Updated: Aug 6, 2022



In Eastern and Central Europe they say that it is the tall grass that gets the scythe. One mustn’t stand out. Throughout the history of the East the common people survived by blending into the landscape, by not sticking out, and by holding together. Community is all.


In the States it is said that the squeaky wheel gets the grease. By sticking out, by standing up and being heard more can be accomplished than by being lost in the throng. The society and history of the States was formed by people who stood out, who left the familiar, unwilling to merely endure, determined to change their lives – to overcome. Standing out, individuality, is still valued. Both societies have paid a cost.

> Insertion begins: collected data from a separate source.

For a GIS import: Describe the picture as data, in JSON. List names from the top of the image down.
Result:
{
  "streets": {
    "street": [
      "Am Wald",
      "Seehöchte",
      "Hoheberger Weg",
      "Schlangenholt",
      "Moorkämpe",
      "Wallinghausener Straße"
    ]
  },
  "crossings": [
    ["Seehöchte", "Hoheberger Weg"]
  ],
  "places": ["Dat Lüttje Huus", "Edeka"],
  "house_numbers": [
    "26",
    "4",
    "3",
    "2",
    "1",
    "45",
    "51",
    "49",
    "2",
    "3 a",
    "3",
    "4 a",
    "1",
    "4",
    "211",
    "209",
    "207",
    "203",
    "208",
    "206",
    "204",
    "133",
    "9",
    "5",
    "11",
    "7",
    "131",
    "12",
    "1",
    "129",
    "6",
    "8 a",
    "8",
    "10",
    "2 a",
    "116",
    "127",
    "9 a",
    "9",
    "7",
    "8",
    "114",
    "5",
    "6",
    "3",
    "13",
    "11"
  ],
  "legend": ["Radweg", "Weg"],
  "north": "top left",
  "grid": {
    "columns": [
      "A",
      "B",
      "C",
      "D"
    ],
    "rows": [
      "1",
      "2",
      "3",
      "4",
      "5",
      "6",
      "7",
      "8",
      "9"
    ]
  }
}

In the United States and throughout the West family bonds are loose, people are mobile and continuity is strained. Uniqueness is taken out of context, the sense of community is fractured, and intimacy is little known. In Central and Eastern Europe boundaries are sharply defined and culturally enforced, initiative and experimentation are stymied, individual responsibility is diminished, uniqueness is not treasured as an asset and the honesty of intimacy is subordinated to the wants, not necessarily needs, of others with more perceived power.


Neither extreme faces the facts of how the Lord has made us to be.


The fact is that we are individuals.


Every Slovak, every American, every citizen of Katmandu and Nukunono, everyone who is, has ever been or ever will be is, was or will be an individual.


Individuality has to do with relationship. It is relation-oriented – or rather arelation-oriented. By definition the individual is something that cannot be divided or isolated further. One alone. One alone we are born and die, sin, repent and are redeemed. One alone we stand before our Father. One. But one is the starting point from which one progresses towards relationship and intimacy. The individual is the building block – the first piece of any relationship.


To focus on and elevate individuality is individualism – the primacy of the one. The individualist’s world is divided down to “me” – and “them”. Individualism cuts relationships. Individualists don’t want to be stereotyped or lumped in with anyone else. They are determined to be their own person – but that is an impossibility. We are never apart from relationships. Our lives are not ever lived in isolation, no matter what we might want to believe. To pretend otherwise is to flout sanity. Individualists, in their desire to be only individual, face isolation, self-doubt, lack of confidence, self-pity, paranoia, loneliness, and insecurity. We were not made to be alone.


He who separates himself seeks his own desire,


He quarrels against all sound wisdom.1


Too often people confuse “individuality” with “uniqueness”.


The fact is that we are unique.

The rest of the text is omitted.